AIM OF THE EXERCISE » Reduce the material below to its lines containing "with".

TASK DATA »

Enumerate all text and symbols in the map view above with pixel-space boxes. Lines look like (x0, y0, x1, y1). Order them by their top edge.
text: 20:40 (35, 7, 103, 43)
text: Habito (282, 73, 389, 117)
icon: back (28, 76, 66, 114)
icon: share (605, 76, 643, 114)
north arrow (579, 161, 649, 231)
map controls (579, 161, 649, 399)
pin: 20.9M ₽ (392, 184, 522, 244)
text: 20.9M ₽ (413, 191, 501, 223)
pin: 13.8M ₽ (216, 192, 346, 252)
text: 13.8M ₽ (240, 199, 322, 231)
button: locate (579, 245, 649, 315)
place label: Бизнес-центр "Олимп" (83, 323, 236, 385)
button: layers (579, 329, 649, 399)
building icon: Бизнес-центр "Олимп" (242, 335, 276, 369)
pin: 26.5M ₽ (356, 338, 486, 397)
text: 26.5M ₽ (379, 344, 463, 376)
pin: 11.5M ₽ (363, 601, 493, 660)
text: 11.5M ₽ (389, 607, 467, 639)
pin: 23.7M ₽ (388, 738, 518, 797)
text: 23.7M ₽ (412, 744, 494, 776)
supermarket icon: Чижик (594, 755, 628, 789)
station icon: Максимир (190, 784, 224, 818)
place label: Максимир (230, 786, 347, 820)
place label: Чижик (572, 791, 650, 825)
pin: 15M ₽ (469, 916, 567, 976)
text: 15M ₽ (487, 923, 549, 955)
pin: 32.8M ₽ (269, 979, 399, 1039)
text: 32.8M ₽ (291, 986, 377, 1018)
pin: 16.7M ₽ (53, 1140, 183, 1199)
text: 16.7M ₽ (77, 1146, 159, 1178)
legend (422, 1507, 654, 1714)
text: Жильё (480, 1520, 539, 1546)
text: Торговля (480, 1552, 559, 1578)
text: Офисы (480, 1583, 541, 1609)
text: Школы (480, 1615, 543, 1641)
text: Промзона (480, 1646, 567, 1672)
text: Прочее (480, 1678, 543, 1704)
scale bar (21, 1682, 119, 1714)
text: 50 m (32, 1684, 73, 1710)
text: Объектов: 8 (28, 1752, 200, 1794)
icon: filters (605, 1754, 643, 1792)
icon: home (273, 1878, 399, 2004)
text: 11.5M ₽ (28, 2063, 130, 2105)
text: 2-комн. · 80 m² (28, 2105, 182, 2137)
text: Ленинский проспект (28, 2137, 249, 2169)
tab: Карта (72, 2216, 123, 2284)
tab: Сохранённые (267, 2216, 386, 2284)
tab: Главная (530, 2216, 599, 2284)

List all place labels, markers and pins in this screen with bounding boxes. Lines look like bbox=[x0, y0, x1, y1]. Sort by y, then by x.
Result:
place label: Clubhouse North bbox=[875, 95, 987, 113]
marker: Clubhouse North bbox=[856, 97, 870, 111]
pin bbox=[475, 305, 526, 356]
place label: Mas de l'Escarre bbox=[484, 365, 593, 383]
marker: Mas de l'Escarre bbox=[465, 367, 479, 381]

SOLUTION BELOW »
Enumerate all text and symbols in the map view above with pixel-space boxes. Lines look like (x0, y0, x1, y1). Order them by their top edge.
List all place labels, markers and pins in this screen with bounding boxes. Lines look like bbox=[x0, y0, x1, y1]. Sort by y, then by x.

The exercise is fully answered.